Uğur Mumcu Araştırmacı Gazetecilik Vakfı’nın internet sitesinin “Uğur Mumcu Cinayeti” bölümünde şu ifadelere yer veriliyor: “2000 yılında 2000/102 E.sayılı Umut Operasyonu Davası adı ile açılan bu dava, çeşitli aşamalardan geçirilerek 08.11.2006 günü Yargıtay 9.Ceza Dairesi’nin 2006/1554 E.2006/6101 K.sayılı kararıyla onandı. Olayın faili olarak bu davada yargılanan Necdet Yüksel yönünden daha önce kesinleşen karar, son kararın onanmasıyla, Ferhat Özmen yönünden de kesinleşti. Görünüşte biten dava, Kalpaksız Kuvva’i Milliyeci Uğur Mumcu’nun yakınları yönünden bitmemiştir. Davanın değişik aşamalarında söylediğimiz gibi, hâlâ bulunamayan Oğuz Demir, yargılanan Ferhat Özmen, Necdet Yüksel ve diğer faillerin cezalandırılması, dosyanın kapandığı anlamına gelmemelidir. Topluma olayın faili olarak sunulanlar değil, olayın arkasındaki gerçek failler ortaya çıkarılıncaya kadar bu dosya kapanmayacaktır. Kapanmamalıdır. Ne yazık ki, Uğur Mumcu cinayeti bütün bağlantılarıyla hâlâ aydınlatılamamıştır. Mahkemenin verdiği karar onansa bile, cinayete azmettirenler ortaya çıkmadığı sürece, dosya bizim açımızdan kapanmış sayılmayacaktır.”

Gazeteci tanımı

Uğur Mumcu, 3 Mayıs 1992’de Milliyet’teki yazısında gazeteciyi şöyle tanımladı: “Gazeteciyi nasıl tanımlarsınız? Kimdir gazeteci, ne yapar? İşlevi nedir? Gazeteci, her konuda fikir ileri süren, her şeyi bilen insan demek midir? Hayır. Nereden bilecek gazeteci her şeyi? Ben kendime göre bir tanım yapayım: Gazeteci, haber ve bilgi kaynağına en çabuk ulaşan ve bu kaynaklardan edindiği bilgi ve haberleri okurlara sunan insan demektir.

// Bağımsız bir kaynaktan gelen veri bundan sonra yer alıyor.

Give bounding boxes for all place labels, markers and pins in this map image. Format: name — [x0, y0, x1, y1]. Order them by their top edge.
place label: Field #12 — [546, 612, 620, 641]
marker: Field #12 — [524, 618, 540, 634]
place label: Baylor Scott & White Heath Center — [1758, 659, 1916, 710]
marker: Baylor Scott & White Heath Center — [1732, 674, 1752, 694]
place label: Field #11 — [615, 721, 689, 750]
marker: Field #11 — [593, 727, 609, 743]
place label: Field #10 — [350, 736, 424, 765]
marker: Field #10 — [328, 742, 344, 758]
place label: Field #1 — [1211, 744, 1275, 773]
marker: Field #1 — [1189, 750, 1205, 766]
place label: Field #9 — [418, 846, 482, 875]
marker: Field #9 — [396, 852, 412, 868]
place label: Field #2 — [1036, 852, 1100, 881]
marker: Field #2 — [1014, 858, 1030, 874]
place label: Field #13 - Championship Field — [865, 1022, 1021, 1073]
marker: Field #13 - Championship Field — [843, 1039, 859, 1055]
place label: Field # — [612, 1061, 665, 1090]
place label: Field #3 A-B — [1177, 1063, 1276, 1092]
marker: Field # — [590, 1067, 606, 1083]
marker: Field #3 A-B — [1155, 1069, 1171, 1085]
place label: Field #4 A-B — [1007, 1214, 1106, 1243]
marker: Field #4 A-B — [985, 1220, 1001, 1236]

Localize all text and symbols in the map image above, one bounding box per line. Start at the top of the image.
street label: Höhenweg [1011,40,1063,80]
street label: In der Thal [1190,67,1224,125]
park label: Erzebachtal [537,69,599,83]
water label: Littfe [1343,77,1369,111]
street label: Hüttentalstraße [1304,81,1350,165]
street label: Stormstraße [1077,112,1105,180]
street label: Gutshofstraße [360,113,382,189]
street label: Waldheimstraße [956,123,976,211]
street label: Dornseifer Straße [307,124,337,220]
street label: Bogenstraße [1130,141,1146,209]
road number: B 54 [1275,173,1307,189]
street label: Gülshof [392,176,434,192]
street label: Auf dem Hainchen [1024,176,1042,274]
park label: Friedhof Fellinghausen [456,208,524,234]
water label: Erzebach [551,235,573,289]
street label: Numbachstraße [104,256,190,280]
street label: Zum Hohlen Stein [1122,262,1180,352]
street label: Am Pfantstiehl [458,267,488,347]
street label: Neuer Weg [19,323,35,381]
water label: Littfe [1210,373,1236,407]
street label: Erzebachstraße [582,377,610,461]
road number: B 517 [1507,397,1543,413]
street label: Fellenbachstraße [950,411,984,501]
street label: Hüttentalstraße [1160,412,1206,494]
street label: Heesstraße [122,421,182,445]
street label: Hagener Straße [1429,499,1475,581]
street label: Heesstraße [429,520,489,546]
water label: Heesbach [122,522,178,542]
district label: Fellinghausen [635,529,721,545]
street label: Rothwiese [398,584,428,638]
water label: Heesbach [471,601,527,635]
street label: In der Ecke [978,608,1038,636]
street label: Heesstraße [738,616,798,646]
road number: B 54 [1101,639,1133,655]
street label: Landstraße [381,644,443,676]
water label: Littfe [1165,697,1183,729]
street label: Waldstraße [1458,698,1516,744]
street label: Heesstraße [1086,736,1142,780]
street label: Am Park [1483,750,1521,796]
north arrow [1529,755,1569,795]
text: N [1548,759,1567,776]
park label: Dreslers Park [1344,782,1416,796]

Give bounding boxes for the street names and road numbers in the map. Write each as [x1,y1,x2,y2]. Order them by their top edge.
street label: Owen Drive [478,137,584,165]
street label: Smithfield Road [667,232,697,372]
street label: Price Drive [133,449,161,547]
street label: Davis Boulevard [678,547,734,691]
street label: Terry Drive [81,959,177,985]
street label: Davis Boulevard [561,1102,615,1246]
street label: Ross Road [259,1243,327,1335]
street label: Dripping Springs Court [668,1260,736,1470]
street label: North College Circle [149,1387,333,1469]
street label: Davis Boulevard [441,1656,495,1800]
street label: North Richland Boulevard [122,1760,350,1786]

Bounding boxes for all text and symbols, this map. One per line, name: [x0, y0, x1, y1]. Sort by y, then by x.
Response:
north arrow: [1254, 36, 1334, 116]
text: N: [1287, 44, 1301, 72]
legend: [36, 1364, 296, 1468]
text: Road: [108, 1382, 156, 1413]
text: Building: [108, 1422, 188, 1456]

Gazetecinin bu görevini yapabilmesi için habere, olaya, olguya, belgeye ve bilgiye dayalı yazılar yazması gerekir. Bunun için de gazetecinin güvenilir kişi olması zorunludur. Sır saklayan, haber ve bilgi kaynağını gizlemesini bilen, gerektiğinde hükümetlere ve güç odaklarına karşı savaşmayı göze alan insan, gazetecidir.”

Uğur Mumcu karanlık yılların aydınlık yüzüydü


Çocuk yürekli baba

Uğur Mumcu’nun kızı Özge Mumcu Aybars, babasının öldürüldüğü gün 11 yaşındaydı. Sokakta bomba patladığında evdeydi. O küçük kız, yıllar sonra şunları anlatacaktı: “Çok heyecanlı, çocuk yürekli diye tarif edebileceğim bir babaydı. Abimin (Özgür Mumcu) ansiklopedi okuduğunu görünce, taksitle ansiklopediler almıştı. Evimiz ansiklopedi cennetiydi. En güzel günlerimiz dededen kalma yazlıkta, yani Ayvalık’ta geçmişti. Babam evin bir kısmını ofise çevirdiğinden daha çok evde olurdu. Biz okuldayken çalışır, akşam yemeklerinde beraber sofraya oturulurdu. Babam hepimizi güldürecek bir konu bulurdu. Sofradan yayılan şen kahkahalar hâlâ kulağımda. 24 Ocak 1993 günü aklıma geldiğinde hâlâ boğazıma bir yumru takılıyor. Olay olduğunda evde yalnızdım, annemle babam bir hasta ziyaretine çıkmıştı; ağabeyim ise Bulutsuzluk Özlemi konserine gitmişti. Babam önden çıktı, annem beni tembihledikten sonra kapıyı kapatmıştı ki çok şiddetli bir patlama oldu. Evin yakınındaki trafo patladı sandım önce. Çünkü elektrikler gitmişti. Yan apartmandan insanların çıktığını görüyordum ama ben bir şekilde evde kaldım.”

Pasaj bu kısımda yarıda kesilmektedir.